In order to convert a prospect into a new customer, you need to satisfy all or most of the common human needs: Certainty, variety, significance, love and/or connection, growth (everything is either growing or dying) and contribution.
On average, it takes eight contacts with a prospect to turn them into a customer.
Many small businesses don’t have time to think about what the customer should take away during a single contact point, let alone how to coordinate all eight of them to maximize their impact.
In order to develop a marketing plan, you need to know your own unique selling proposition
- What’s the one thing that makes your business unique and distinct?
- Why should people buy from you and not from your competitors?
- Do you promise great value, benefits or service?
Every small business needs to make their business special in the eyes of their customers or prospects.
A good piece of advice is to take advantage of your current customers, get to know them, keep them coming to your business.
Perhaps surveying your customers to find out their lifestyle, their demographics and why they purchase from you will help you to model a marketing campaign targeting prospect with similar characteristics.
Part of a great marketing plan is the right marketing material. What marketing strategies work best in slower times?
In order for marketing materials, or any marketing campaign, to be successful it requires the right offer, a call to action (creating a sense of urgency is helpful as well), the right audience and the right timing.
Another very important thing to keep in mind when you are determining how many pieces to send out is how many responses you can handle. If you can handle 20 additional jobs in a roofing season, there is no sense sending out 25,000 postcards. It is important to follow up with each lead you get, so be certain you can handle your anticipated prospects.

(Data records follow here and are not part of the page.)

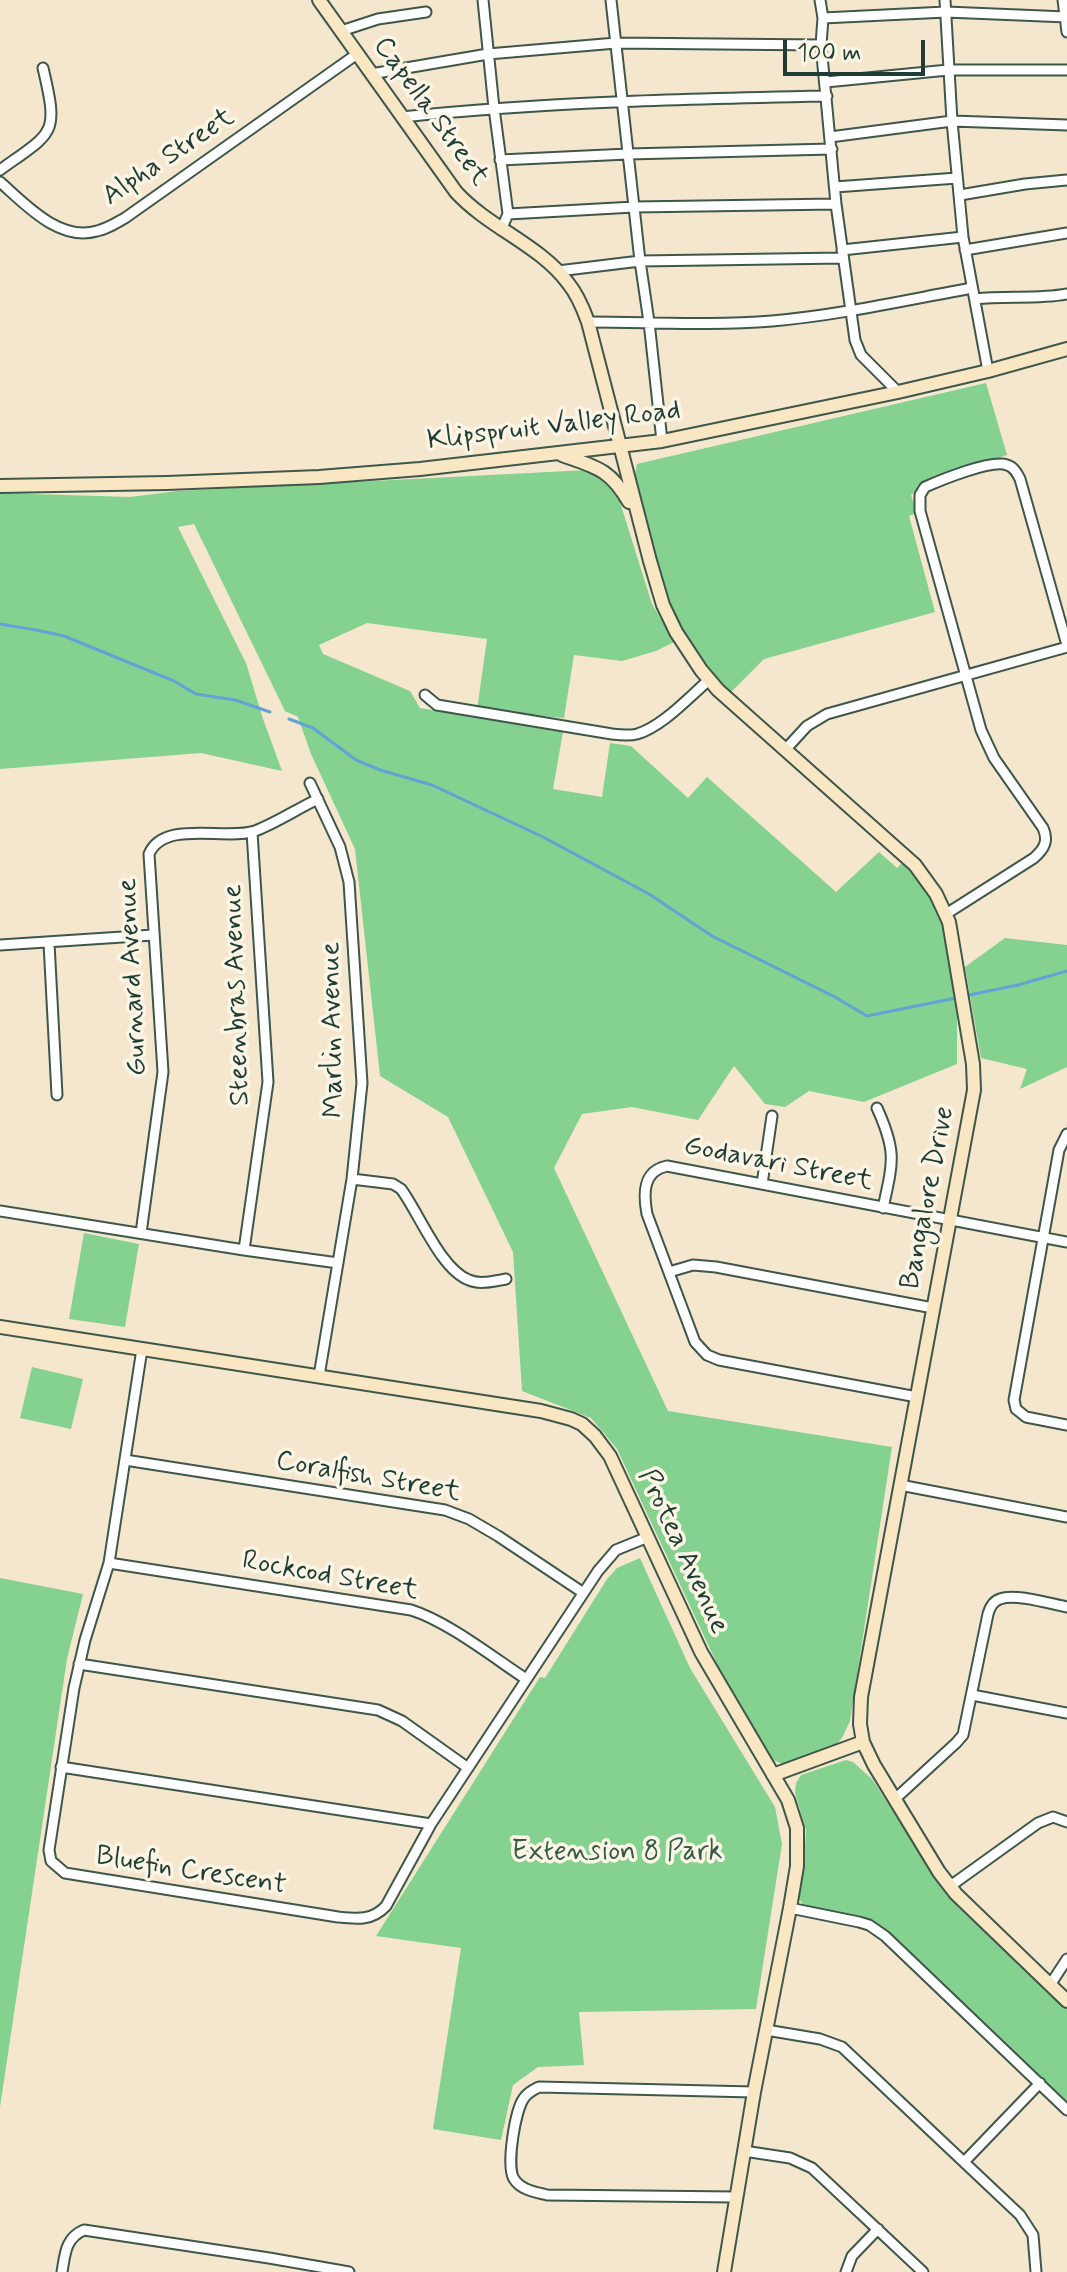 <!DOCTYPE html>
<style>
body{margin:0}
#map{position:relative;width:1067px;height:2272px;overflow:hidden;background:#f4e7cd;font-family:Mynerve,sans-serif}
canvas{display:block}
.scale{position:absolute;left:783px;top:40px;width:142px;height:36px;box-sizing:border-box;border:4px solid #1f3d34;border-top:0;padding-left:10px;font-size:24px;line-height:28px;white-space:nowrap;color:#1f3d34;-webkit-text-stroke:6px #fcf5e5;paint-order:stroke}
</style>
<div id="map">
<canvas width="1067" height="2272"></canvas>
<div class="scale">100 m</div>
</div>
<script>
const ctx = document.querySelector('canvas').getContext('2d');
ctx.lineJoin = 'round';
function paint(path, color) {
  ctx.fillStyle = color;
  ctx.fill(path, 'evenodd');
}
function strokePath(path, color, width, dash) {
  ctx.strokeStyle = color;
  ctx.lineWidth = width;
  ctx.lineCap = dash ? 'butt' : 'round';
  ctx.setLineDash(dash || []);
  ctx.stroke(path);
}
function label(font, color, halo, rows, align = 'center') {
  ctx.font = font + ' Mynerve,sans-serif';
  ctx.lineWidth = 7;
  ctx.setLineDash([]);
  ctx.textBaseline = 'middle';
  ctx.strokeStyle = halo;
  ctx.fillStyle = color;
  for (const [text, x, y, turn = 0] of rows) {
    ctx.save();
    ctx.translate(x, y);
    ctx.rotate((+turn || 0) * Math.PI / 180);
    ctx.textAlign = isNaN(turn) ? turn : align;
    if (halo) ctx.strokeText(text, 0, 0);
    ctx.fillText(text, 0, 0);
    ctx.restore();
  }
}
paint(new Path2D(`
 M986,383L1007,455L923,484L911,495L917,513L909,516L935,612L764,659L730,693C705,665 682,635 669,600C655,562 646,514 635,474L637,464Z
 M588,470L607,478L618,496L652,604L674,642L656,651L622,661L574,655L564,718L477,710L487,639L367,623L319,645L323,654L410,691L420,708L563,732L553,789L602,797L610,743L631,746L688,798L707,777L836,892L879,852L897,868L903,862L920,881L932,899L942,920L957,1017V1064L864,1102L809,1091L785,1107L765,1104L734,1066L698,1120L632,1107L582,1114L554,1168L668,1411L892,1447L850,1721L842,1738L835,1746L783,1764L775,1761L767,1755L724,1679L617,1449L591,1418L522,1391L513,1252L448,1117L380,1076L355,849L311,754L298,717L285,711L194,524L178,527L246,663L263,719L282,771L201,753L0,769V493L130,497L178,491Z
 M1005,938L1067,945V1067L1020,1089L1027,1069L981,1058L965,967Z
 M84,1233L139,1244L125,1327L69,1319Z
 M32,1367L83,1379L71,1429L20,1418Z
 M640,1558L690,1668L775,1807L782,1844L756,2009L579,2012L584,2065L538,2067L513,2085L501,2140L433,2129L461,1948L376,1936L540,1677L545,1678L607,1579L617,1568Z
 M0,1578L83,1594L67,1659L0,2107Z
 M846,1760L853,1762L872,1779L928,1866L951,1897L1067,2008V2104L886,1930L875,1922L857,1916L804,1906L799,1899L798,1892L804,1866L806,1830L795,1793L796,1783L801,1775Z`), '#85d18f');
strokePath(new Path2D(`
 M0,624L36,630L64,636L174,681L196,694L235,700L270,712
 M289,719L313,728L356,760L380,770L432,785L543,837L649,894L712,936L835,997L867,1016L956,998
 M964,996L1018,985L1067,971`), '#61a3d4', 3);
const street = new Path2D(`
 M483,0L494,108L508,214
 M611,0L640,261L649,322L662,441
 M820,0L823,18L821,45L836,204L855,340L861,355L898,392
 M945,0L952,121L963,237L988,371
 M1063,0L1067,32
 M823,18L946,12L1067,17
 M341,31L378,19L426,12
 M371,74L488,54L616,43L821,45
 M826,82L948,70H1067
 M402,117C544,102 685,99 827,96
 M830,137L952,121L1067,125
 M500,160L628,154L832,149
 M0,170C54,131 59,136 43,68
 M0,182C25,204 59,242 97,231C107,229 116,223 125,218L357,54
 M835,187L957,178
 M960,195L1025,184L1067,180
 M501,230L508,214L634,207L836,204
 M842,250L963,237
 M965,250L1067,233
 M558,271L640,261L842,258
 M975,299C1006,295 1036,300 1067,294
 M588,322C649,322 711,326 772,321C840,315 906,300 972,288
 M425,695L437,705L612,734C620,735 629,736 637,734C662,727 689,697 709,680
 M785,750L807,726L827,714L1067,647
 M310,783L340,847L349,882L362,1083L352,1179L319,1376
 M946,914L1034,858C1044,849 1049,841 1043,828L994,758L981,730L920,511V495L925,487C941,480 992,459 1007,465C1014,467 1017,473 1020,479L1067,645
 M49,943L57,1095
 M0,945L153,935
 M877,1108C897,1152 893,1162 883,1208
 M1067,1134L1059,1150L1014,1400L1016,1409L1026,1417L1067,1425
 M352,1179L393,1184L401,1189C419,1213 441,1270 469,1280C480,1285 494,1281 506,1279
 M762,1184L772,1116
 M0,1211L244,1250L338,1263
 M141,1233L163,1072L149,854C164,819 226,841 255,831C276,823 297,809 318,799
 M244,1250L268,1082L252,832
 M669,1272L693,1265L716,1267L933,1308
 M142,1349L109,1563L85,1640L74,1688L49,1850L51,1861L65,1873L338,1917C357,1919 372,1921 386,1906L431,1824L598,1571L616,1550L648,1537
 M917,1397L719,1360L707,1355L695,1342L647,1214C643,1193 643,1171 667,1166L1067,1242
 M125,1460L445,1510L469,1519L498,1536L582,1592
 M900,1485L1067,1517
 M109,1563L411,1610C447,1621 494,1658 526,1679
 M79,1664L378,1710L402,1721L468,1768
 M972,1695L1067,1713
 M61,1767L431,1824
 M895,1799L956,1743L963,1735L988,1614C990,1607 993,1601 1000,1599C1015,1593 1051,1604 1067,1607
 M949,1887L1038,1823L1053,1817L1067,1822
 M790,1908L859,1922L869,1925L885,1936L1067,2110
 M1050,1985L1067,1959
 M766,2030L820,2039L842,2047L1020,2215L1033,2235L1036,2272
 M744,2151L790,2158L812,2168L923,2272
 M964,2162L1040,2083
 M735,2197L547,2195C535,2192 521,2190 514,2179C506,2166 515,2110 524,2098C528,2092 533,2090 539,2087L754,2092
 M62,2272C65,2255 65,2238 84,2230L269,2258L349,2272
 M846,2272L852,2256L878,2229`);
const secondary = new Path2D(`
 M319,0L456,192C489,228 540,245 568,283C577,294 583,308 588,322L650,561L663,605L676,632L701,670L718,690L915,865L936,894L949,922L973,1064L974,1090L861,1697L860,1724L863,1742L874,1765L939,1872L956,1894L1067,2001
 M562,455C596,467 610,469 629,502
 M0,486L167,483L319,477L420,469L662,441L898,392L988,371L1067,349
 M0,1327L541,1411L571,1419L582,1424L595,1436L610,1456L701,1652L788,1800L797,1828V1866L790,1908L754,2092L724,2272
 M773,1775L863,1742`);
strokePath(street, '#3f564b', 13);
strokePath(secondary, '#3f564b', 16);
strokePath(street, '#fff', 9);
strokePath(secondary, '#f9e7c3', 12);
label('28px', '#1f3d34', '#fcf5e5', [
 ["Capella Street",430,112,54],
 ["Alpha Street",169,158,-34],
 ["Klipspruit Valley Road",554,427,-7],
 ["Gurnard Avenue",134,977,-93],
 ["Steenbras Avenue",238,995,-92],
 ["Marlin Avenue",334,1030,-91],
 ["Godavari Street",778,1165,11],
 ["Bangalore Drive",929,1198,-79],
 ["Coralfish Street",368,1478,10],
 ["Protea Avenue",682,1552,65],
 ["Rockcod Street",330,1577,10],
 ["Bluefin Crescent",191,1872,9]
]);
label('28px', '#335b46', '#fcf5e5', [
 ["Extension 8 Park",617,1853]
]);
</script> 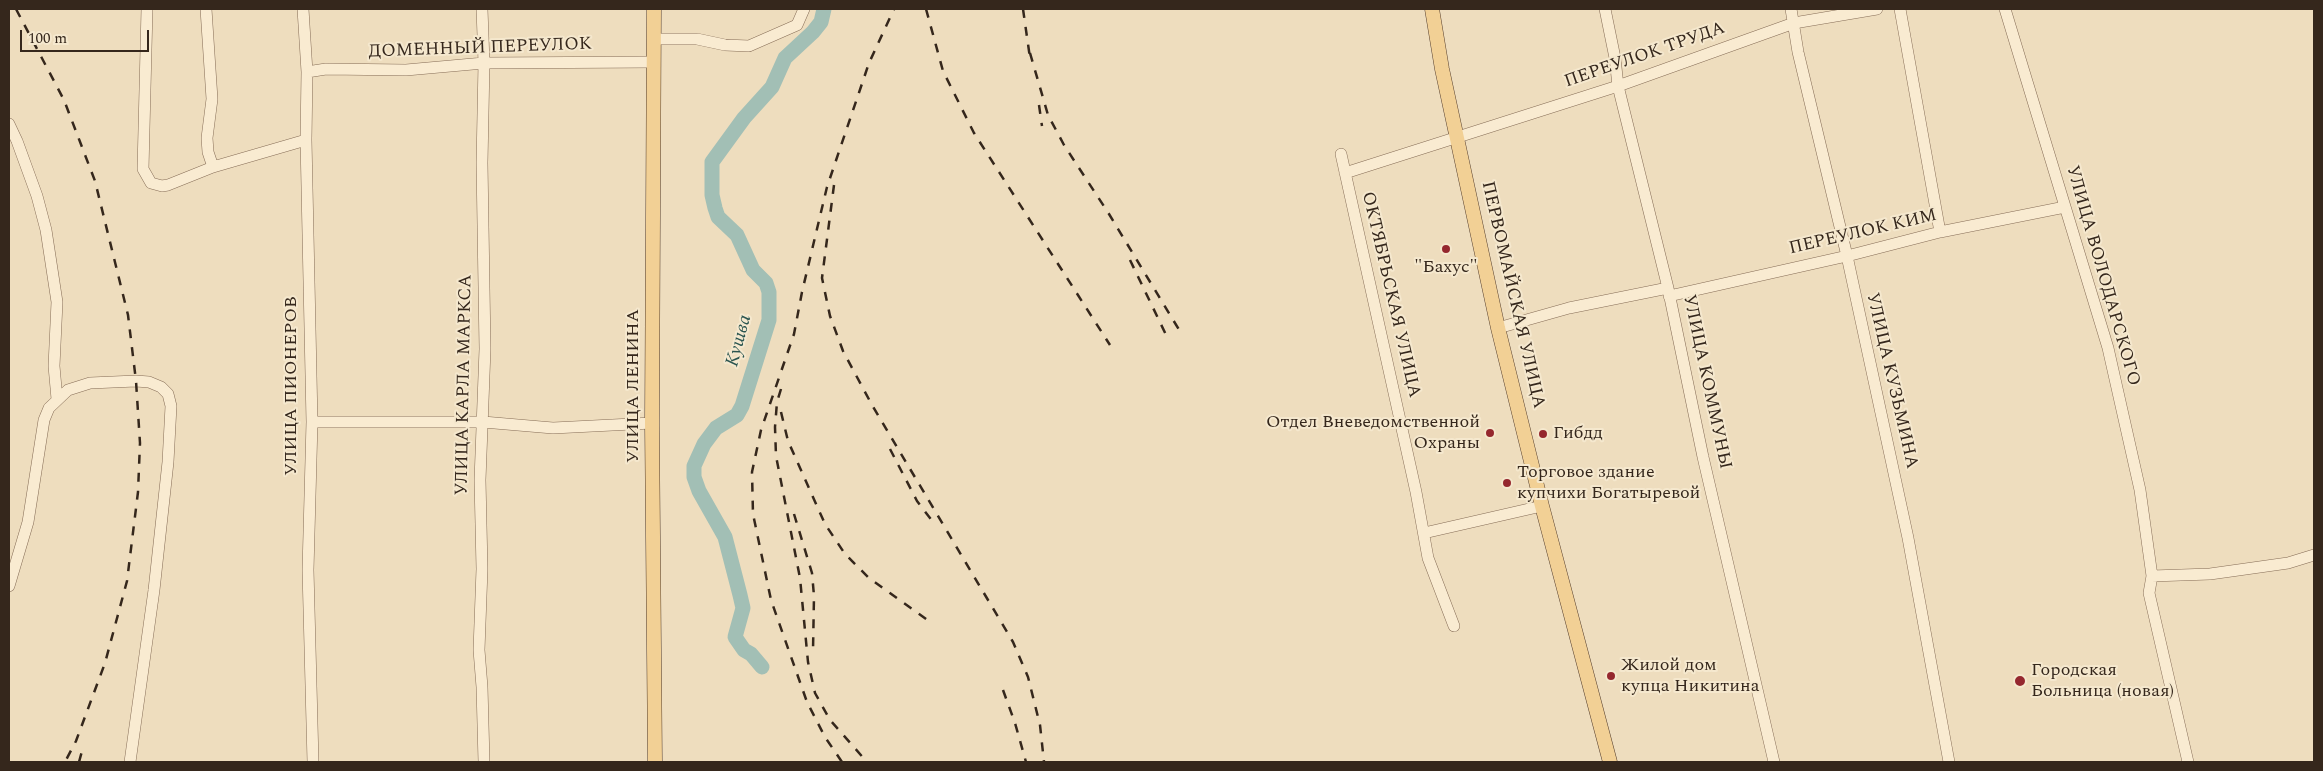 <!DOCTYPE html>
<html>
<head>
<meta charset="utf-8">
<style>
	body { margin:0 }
	#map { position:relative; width:2323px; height:771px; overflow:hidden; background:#eeddbe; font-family:Spectral,serif }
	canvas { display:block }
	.frame { position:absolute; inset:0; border:10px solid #35271c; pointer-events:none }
	.scale { position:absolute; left:20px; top:30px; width:129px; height:22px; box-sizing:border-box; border:2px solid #35271c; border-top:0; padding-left:6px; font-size:15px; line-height:18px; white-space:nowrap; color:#35271c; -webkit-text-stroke:4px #f5e8ce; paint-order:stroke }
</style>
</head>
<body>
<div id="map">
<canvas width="2323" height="771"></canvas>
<div class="frame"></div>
<div class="scale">100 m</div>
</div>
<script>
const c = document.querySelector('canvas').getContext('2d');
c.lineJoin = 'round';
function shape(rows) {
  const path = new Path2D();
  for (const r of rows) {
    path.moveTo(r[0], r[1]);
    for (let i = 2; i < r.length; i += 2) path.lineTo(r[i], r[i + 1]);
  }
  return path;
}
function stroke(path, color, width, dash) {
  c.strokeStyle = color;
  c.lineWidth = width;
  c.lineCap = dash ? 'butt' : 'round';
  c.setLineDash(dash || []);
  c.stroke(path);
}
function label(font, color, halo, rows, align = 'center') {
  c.font = font + ' Spectral,serif';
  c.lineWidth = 4;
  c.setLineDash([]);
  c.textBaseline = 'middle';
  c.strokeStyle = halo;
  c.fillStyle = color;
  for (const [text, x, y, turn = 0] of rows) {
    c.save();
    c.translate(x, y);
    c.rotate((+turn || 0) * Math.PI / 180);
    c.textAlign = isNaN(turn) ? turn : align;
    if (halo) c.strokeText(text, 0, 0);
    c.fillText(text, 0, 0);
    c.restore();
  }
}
stroke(shape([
	[762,667,751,654,744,650,735,637,743,608,740,595,725,537,699,491,694,477,694,466,704,444,716,428,737,415,742,406,769,320,769,292,766,283,753,270,737,235,718,217,715,208,712,195,712,162,744,118,772,87,785,58,813,32,821,22,824,9]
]), '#a2bfb5', 15);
const minor = shape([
	[147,9,143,169,151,183,162,186,168,185,213,167,306,140],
	[206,9,212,99,207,138,208,152,213,167],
	[303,9,307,72,306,140,312,422,308,570,313,762],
	[482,9,484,63,482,163,485,349,480,480,482,569,479,650,482,687,484,762],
	[1605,9,1615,58,1618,86,1668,288,1703,457,1774,762],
	[1791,9,1798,52,1847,256,1908,538,1949,762],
	[1900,9,1940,232],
	[2005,9,2108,348,2140,490,2152,576,2149,593,2188,762],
	[654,39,697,39,725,45,749,46,797,25,804,9],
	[307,72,326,69,406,70,484,63,654,62],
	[9,124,17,141,37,196,46,230,57,302,54,366,57,399],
	[1341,154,1416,492,1428,558,1454,626],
	[1345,173,1618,86,1794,23,1877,9],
	[1669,296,1847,256,1940,232,2065,207],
	[1498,328,1569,308,1668,288],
	[312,422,483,422,553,428,652,423],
	[1424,533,1542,506],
	[2152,576,2210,574,2288,563,2314,555],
	[9,586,28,522,44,420,49,408,68,390,90,383,136,381,149,382,161,387,168,394,171,406,168,462,154,590,130,762]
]);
const major = shape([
	[654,9,652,423,655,762],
	[1432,9,1442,69,1498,328,1542,506,1610,762]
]);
stroke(minor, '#866d57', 12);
stroke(major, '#533c2c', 15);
stroke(minor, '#f9ebd1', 11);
stroke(major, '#f2d095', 14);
stroke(shape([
	[16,9,64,100,95,181,128,315,136,381,140,443,138,492,127,581,105,663,76,741,65,762],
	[926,9,943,71,974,133,1110,345],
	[1023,9,1030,58],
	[1030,53,1048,115,1064,145,1109,214,1181,333],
	[1039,105,1042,126],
	[834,185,822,278,830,316,843,351,872,405,1013,642,1028,677,1040,725,1044,762],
	[1130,260,1169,341],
	[781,389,777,402,775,427,776,456,800,578,808,662,815,693,830,720,867,762],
	[781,412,788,441,825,524,845,554,869,578,933,624],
	[890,449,917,501,936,526],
	[794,514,812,573,814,596,813,651],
	[1003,690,1015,723,1026,762],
	[79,762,82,751],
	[842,762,825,737,807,702,771,600,753,514,752,472,761,430,794,334,802,292,827,187,869,63,894,9]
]), '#35271c', 2.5, [9, 9]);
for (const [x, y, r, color] of [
	[1446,249,5,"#95272e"],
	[1490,433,5,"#95272e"],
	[1543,434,5,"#95272e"],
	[1507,483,5,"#95272e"],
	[1611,676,5,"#95272e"],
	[2020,681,6,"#95272e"]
]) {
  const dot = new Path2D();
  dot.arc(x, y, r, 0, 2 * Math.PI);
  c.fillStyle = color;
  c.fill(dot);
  stroke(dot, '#f5e8ce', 2);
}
label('18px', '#35271c', '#f5e8ce', [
	["ДОМЕННЫЙ ПЕРЕУЛОК",480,49,-2],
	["ПЕРЕУЛОК ТРУДА",1645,56,-19],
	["ПЕРЕУЛОК КИМ",1863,233,-13],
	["УЛИЦА ВОЛОДАРСКОГО",2102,276,74],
	["ОКТЯБРЬСКАЯ УЛИЦА",1390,295,77],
	["ПЕРВОМАЙСКАЯ УЛИЦА",1512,295,77],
	["УЛИЦА КУЗЬМИНА",1891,381,77],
	["УЛИЦА КОММУНЫ",1706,382,78],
	["УЛИЦА КАРЛА МАРКСА",465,385,-89],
	["УЛИЦА ПИОНЕРОВ",292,386,-90],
	["УЛИЦА ЛЕНИНА",634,386,-90]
]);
label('18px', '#35271c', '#f5e8ce', [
	["\"Бахус\"",1446,268,"center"],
	["Отдел Вневедомственной",1480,423,"right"],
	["Охраны",1480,444,"right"],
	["Гибдд",1553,434],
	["Торговое здание",1517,473],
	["купчихи Богатыревой",1517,494],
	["Жилой дом",1621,666],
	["купца Никитина",1621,687],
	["Городская",2031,671],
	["Больница (новая)",2031,692]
], 'left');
label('italic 19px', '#2b5550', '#f5e8ce', [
	["Кушва",740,341,-75]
]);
</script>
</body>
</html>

Every marketing method has it’s own typical response rates, and you can use this to judge the anticipated response. Postcards, for instance, can range anywhere from .5% for a bulk mail campaign to near 10% for a fully variable personalized piece, but these are simply guidelines.
Any combination of direct marketing vehicles such as postcards, invoice stuffers and doorknob hangers and business cards can be an effective way of producing results.
These initiatives are sometimes difficult to focus on during busier times, when a small business is concentrating on fulfilling customer demand.
Slower times, either during economic downturns or during off-peak times of the year, present the perfect opportunity to create and implement strategies that can be rolled out now in order to increase awareness of your products, or in time to attract interest to your business when the timing is right.